■ **PROBLEM DETAILS**
Among the entries below, find the lines with the word "Orzeszkowej" and copy them.

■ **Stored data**
__________
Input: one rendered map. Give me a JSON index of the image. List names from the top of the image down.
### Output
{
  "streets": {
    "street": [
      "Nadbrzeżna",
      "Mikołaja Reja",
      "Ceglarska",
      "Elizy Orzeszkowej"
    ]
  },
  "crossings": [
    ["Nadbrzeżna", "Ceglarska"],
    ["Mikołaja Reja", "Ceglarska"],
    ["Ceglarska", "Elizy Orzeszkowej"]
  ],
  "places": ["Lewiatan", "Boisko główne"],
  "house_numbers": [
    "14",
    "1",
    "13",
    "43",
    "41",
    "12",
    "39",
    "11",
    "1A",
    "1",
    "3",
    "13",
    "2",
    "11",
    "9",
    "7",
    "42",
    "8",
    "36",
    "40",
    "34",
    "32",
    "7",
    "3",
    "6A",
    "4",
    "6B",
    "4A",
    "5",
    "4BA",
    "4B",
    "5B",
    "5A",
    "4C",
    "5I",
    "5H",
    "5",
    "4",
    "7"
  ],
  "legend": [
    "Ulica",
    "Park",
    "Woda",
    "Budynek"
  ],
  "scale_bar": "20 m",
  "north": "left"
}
__________
■ **RESULT OF THIS TASK**
      "Elizy Orzeszkowej"
    ["Ceglarska", "Elizy Orzeszkowej"]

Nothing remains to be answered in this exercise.